Your instructions: Could you retype every line below exactly, omitting the images?
Information provided Start Marker
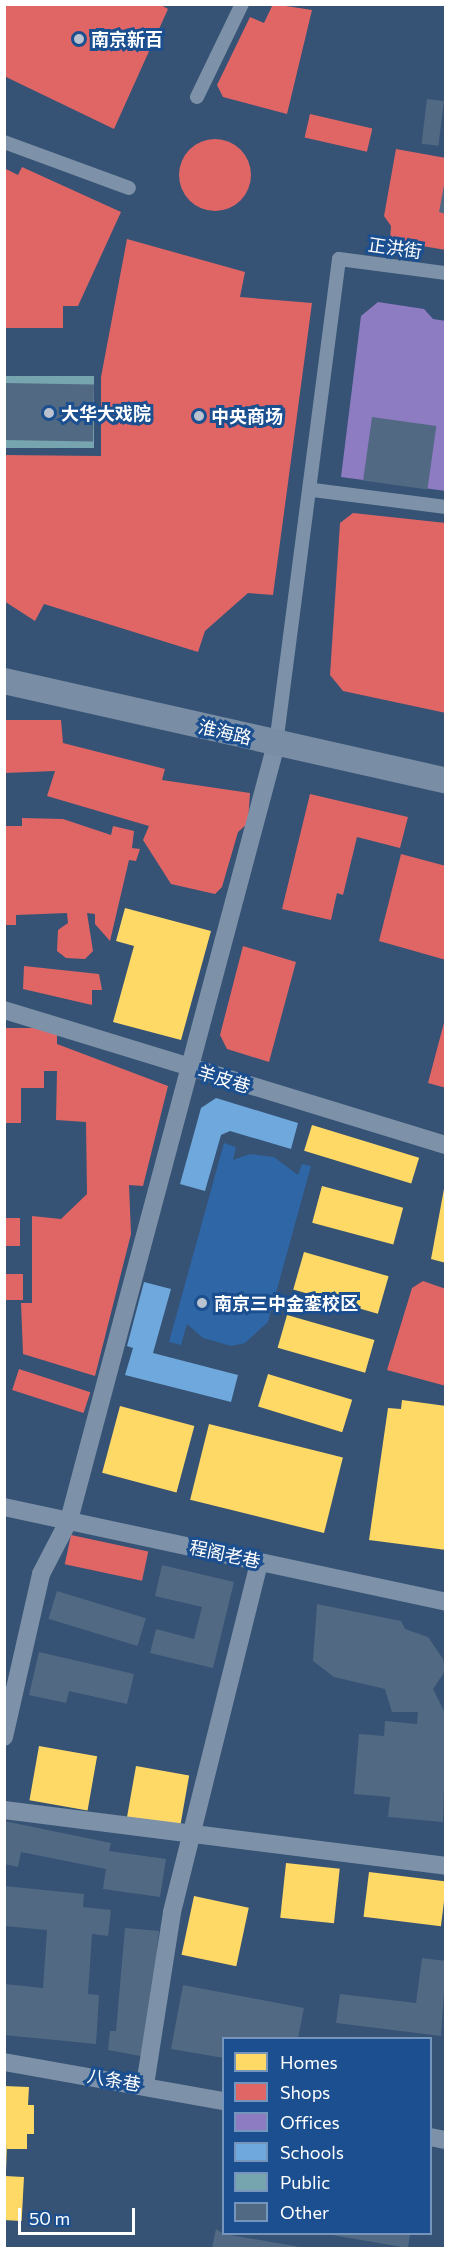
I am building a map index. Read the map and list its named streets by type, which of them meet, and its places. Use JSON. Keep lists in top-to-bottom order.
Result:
{
  "streets": {
    "main road": ["淮海路"],
    "street": [
      "正洪街",
      "羊皮巷",
      "程阁老巷",
      "八条巷"
    ]
  },
  "places": [
    "南京新百",
    "大华大戏院",
    "中央商场",
    "南京三中金銮校区"
  ],
  "legend": [
    "Homes",
    "Shops",
    "Offices",
    "Schools",
    "Public",
    "Other"
  ],
  "scale_bar": "50 m"
}
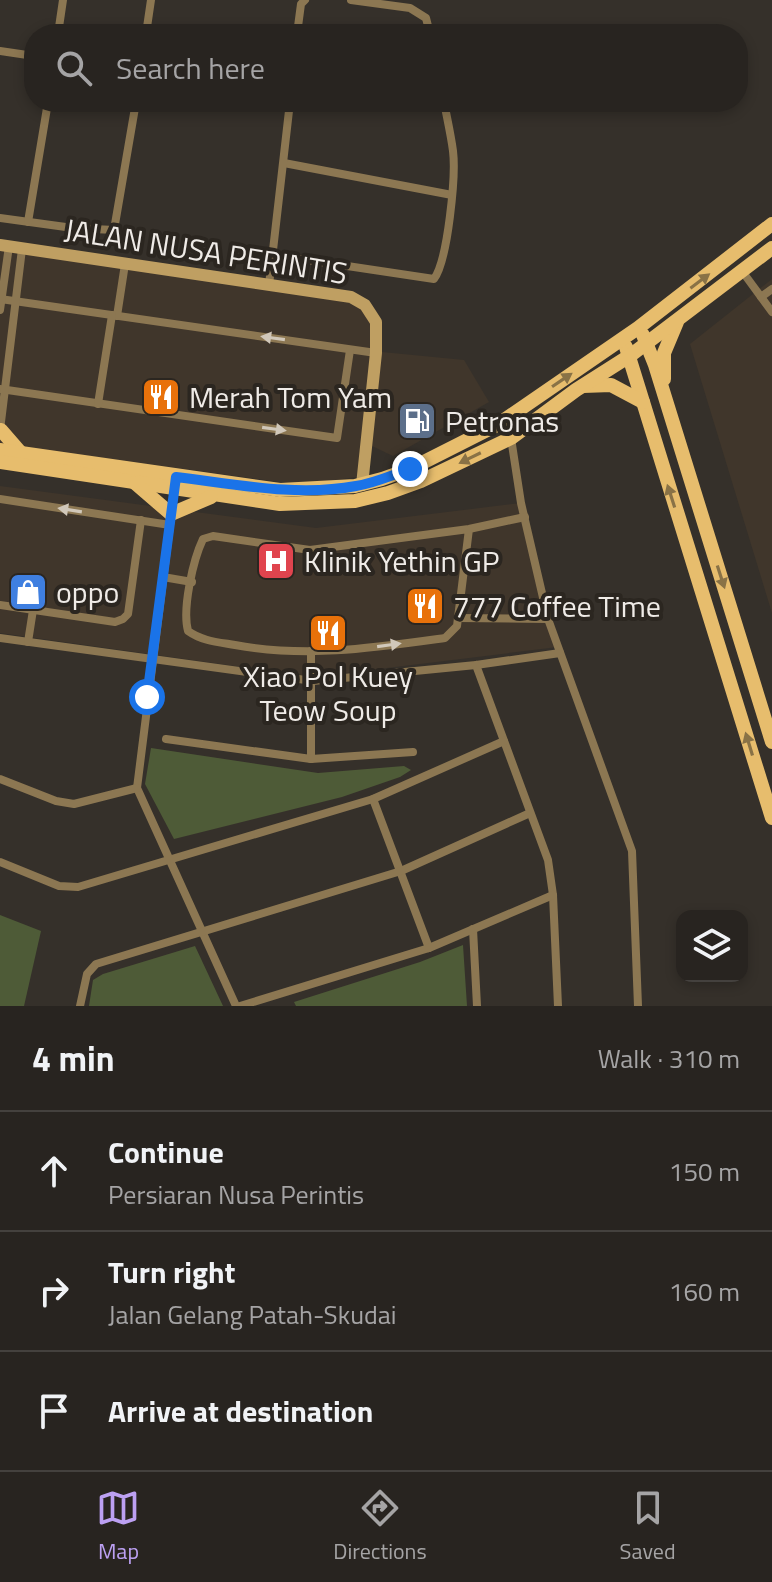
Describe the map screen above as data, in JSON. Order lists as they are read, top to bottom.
Information provided End Marker
Answer space:
I am building a map index. Read the map and list its named streets by type, which of them meet, and its places. Use JSON. Keep lists in top-to-bottom order.
Result:
{
  "streets": {
    "main road": ["淮海路"],
    "street": [
      "正洪街",
      "羊皮巷",
      "程阁老巷",
      "八条巷"
    ]
  },
  "places": [
    "南京新百",
    "大华大戏院",
    "中央商场",
    "南京三中金銮校区"
  ],
  "legend": [
    "Homes",
    "Shops",
    "Offices",
    "Schools",
    "Public",
    "Other"
  ],
  "scale_bar": "50 m"
}
Describe the map screen above as data, in JSON. Order lists as they are read, top to bottom.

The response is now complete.